MYANMAR FOCUS
【ニュース解説】新連邦政府 新首相にニョウ・ソウ氏
2025年7月31日、国家防衛安全評議会(NDSC)は、2021年2月から継続していた非常事態宣言(命令No.1/2021)を、憲法第426条に基づいて正式に終了させる決定を下した。あわせて、国家安全と平和委員会の新設と、連邦政府(Union Government)の発足が発表された。新しい首相にはニョウ・ソウ(U Nyo Saw)氏が任命された。ミャンマー国営放送MRTVおよび中国の国営通信社・新華社(Xinhua)などが伝えた。
国家防衛安全評議会は、憲法第427条に基づき、行政・立法・司法の三権を暫定的に行使する体制を確立し、同第429条に則り6か月以内に総選挙を実施する方針を示している(The Global New Light of Myanmar, 2025年8月1日付)。
首相に任命されたニョウ・ソウ(U Nyo Saw)氏は、国家経済関係に強い影響力を持つ人物として知られ、かつて国有企業グループであるミャンマー・エコノミック・コーポレーション(MEC)のトップを務めていた経歴を持つ。
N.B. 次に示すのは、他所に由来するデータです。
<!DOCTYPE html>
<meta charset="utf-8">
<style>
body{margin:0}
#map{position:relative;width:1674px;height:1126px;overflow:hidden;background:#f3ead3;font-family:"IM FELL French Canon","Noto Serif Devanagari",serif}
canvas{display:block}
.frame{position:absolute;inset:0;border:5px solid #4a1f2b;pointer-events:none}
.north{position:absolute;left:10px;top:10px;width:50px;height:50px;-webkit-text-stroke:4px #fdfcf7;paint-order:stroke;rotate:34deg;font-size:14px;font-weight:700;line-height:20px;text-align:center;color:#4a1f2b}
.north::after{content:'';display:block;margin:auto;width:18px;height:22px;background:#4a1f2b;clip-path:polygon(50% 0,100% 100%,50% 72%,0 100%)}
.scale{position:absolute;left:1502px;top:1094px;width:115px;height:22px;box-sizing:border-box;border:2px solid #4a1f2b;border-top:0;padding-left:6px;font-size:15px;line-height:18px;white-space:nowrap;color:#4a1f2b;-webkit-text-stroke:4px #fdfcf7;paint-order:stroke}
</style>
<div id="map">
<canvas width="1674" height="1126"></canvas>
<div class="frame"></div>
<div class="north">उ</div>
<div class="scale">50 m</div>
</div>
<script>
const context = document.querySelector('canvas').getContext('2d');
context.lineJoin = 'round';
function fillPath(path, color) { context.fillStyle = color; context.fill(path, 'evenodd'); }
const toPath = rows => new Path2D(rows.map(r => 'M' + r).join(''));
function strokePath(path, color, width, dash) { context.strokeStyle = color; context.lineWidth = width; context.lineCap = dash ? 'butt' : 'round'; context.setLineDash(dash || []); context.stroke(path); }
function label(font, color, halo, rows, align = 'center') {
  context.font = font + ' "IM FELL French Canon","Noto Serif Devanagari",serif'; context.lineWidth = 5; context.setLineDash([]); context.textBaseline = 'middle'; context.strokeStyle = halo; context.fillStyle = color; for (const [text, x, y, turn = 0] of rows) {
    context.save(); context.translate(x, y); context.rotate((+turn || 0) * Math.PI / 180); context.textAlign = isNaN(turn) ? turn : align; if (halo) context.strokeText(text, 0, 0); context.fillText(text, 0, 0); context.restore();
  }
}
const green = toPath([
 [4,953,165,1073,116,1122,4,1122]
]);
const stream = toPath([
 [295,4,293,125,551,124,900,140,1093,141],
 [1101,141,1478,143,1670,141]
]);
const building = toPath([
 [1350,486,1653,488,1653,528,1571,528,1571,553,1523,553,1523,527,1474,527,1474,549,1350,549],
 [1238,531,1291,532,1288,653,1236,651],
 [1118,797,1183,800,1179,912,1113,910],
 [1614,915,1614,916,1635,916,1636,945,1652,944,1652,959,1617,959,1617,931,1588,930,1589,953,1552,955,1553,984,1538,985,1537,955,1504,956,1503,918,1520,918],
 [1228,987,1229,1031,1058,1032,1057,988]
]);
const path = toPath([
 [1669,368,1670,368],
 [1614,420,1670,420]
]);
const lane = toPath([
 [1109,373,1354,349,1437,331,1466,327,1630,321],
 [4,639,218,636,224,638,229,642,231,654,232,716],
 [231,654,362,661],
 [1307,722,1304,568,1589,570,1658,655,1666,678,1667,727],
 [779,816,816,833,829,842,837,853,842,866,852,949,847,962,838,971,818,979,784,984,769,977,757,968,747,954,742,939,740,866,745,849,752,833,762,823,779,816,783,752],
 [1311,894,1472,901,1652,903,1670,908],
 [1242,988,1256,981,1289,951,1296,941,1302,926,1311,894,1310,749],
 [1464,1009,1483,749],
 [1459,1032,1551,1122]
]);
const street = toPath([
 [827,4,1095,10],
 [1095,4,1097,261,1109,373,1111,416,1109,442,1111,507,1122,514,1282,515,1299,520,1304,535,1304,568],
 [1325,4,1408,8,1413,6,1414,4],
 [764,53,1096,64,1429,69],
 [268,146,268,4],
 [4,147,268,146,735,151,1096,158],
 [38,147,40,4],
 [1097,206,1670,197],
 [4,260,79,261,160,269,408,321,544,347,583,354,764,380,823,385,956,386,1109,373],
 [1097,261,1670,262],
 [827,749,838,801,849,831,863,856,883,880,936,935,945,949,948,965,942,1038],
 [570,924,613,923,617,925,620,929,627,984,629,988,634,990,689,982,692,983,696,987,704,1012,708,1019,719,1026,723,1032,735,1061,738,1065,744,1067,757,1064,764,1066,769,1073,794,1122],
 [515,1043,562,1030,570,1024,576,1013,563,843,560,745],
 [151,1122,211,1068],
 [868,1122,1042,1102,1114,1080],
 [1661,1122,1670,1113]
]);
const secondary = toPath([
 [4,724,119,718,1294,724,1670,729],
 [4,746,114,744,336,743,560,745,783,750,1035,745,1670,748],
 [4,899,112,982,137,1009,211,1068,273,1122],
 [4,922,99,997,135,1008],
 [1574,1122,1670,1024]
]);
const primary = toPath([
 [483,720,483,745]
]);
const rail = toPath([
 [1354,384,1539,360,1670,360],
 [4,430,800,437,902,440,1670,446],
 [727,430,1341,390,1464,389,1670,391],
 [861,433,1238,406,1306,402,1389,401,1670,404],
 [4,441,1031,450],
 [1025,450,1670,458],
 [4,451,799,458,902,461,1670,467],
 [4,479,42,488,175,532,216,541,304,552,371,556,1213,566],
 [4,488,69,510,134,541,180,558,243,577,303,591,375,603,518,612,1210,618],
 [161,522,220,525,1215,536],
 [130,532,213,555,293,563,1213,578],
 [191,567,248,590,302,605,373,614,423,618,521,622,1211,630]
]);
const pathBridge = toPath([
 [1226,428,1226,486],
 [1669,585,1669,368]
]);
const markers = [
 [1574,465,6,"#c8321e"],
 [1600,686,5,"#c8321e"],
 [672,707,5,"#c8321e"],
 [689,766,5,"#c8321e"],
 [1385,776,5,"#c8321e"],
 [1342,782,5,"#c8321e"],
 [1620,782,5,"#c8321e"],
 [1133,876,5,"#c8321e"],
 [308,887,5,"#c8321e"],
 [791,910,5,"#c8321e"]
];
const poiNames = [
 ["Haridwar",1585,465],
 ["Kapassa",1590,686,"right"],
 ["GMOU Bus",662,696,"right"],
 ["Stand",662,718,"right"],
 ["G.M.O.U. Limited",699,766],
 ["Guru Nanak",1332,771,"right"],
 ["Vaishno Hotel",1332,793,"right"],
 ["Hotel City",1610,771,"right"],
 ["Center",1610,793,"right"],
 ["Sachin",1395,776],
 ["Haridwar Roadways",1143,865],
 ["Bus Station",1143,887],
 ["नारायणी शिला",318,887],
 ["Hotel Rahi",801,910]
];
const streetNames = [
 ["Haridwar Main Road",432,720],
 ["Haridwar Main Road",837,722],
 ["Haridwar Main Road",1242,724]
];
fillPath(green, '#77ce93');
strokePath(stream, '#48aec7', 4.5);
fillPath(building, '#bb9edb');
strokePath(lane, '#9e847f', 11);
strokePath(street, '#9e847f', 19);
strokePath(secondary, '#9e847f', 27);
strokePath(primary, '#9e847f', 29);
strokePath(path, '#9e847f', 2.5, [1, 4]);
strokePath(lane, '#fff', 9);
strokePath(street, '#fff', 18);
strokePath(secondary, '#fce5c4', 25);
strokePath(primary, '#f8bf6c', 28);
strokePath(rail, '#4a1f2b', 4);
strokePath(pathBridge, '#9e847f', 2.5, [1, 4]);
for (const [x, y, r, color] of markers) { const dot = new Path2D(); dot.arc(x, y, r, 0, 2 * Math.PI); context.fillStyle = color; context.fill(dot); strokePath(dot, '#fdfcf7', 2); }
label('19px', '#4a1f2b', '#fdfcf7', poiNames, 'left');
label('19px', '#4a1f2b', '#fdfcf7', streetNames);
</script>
国家計画や財務、法務の分野にも通じており、2021年以降は国家行政評議会(SAC)において制度設計や政策立案を担う役割を果たしてきたとされる(The Irrawaddy, 2025年7月31日付)。
新たな連邦政府の閣僚構成は、旧SACや政務局関係者を中心とした布陣となっており、内務、国防、国境問題、財政などの主要ポストには引き続き官僚や治安部門出身者が任命されている(Reuters, 2025年8月1日付)。
また、選挙管理委員会(UEC)に対する制度的統制は継続されており、国家安全と平和委員会が選挙管理や治安維持を担う構造となっている。
今回の再編は、憲法に基づいた手続きにより行われたものであり、国際社会に対しては「民政復帰への一歩」であるとする説明がなされている。一方で、政府構成の在り方に関しては、欧州連合(EU)やASEANの一部加盟国などから、「選挙の実施と並行して、政府構成の透明性と多様性を確保することが重要である」との声が上がっている(Reuters, ASEAN声明)。
首相職においてニョウ・ソウ氏が登用されたこと、そして非常事態体制が形式的に終了したことは、制度的な移行の一環と捉えることができる。今後、総選挙の円滑な実施とともに、多様な意見や専門性を反映した政府運営が期待される。